* _PROBLEM TO WORK ON_: Report how many lines in the records hold the string "lists"; give the number and nothing else.
Segment Start: RAW DATA
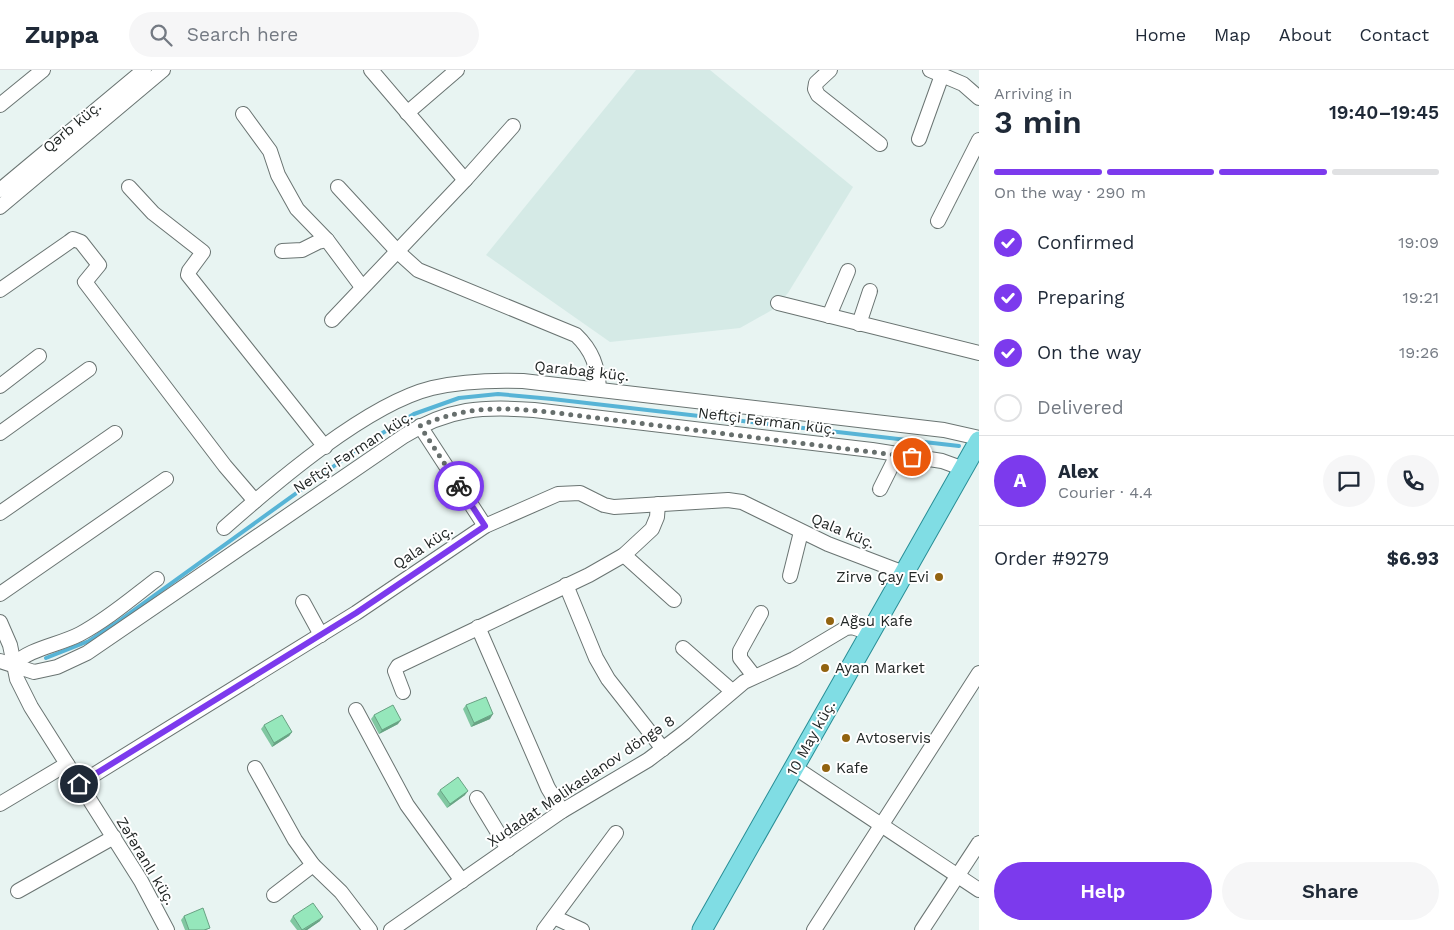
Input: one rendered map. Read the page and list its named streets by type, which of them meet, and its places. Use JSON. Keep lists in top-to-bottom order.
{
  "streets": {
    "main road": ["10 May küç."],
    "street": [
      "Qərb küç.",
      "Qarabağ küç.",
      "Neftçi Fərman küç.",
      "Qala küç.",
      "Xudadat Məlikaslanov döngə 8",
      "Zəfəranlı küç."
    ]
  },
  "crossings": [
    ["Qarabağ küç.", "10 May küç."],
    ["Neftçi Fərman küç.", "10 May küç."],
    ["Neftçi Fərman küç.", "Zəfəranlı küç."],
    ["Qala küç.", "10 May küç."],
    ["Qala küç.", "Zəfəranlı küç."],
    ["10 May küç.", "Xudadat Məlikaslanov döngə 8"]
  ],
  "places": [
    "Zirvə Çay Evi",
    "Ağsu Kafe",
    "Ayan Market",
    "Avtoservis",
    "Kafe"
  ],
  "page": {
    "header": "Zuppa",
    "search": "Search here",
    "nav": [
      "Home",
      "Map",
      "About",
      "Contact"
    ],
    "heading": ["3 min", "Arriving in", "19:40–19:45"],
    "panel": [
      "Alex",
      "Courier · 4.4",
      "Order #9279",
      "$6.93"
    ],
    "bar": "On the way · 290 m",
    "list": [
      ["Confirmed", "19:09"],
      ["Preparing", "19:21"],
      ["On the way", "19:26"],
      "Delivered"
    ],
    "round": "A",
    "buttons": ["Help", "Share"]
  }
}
Segment End: RAW DATA
Segment Start: RAW DATA
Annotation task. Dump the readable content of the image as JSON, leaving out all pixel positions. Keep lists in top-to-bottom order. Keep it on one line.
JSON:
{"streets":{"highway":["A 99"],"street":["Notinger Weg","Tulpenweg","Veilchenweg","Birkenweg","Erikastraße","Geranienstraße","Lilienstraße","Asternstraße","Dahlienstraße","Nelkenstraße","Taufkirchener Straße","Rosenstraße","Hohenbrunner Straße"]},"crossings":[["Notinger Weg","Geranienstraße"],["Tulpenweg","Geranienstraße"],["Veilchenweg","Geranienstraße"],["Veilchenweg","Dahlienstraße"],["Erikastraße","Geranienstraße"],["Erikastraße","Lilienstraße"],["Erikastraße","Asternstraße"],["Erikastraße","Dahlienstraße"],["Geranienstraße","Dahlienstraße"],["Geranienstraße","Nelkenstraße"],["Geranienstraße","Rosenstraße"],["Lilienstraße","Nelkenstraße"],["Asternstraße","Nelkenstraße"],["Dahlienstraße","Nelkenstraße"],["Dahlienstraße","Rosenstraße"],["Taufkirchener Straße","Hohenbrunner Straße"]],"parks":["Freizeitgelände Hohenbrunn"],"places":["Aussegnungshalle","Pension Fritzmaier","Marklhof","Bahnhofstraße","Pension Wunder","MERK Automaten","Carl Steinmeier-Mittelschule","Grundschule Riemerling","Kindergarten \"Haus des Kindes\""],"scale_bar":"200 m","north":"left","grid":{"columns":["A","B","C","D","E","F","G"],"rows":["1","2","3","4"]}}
Segment End: RAW DATA
* _PROBLEM SOLUTION_: 2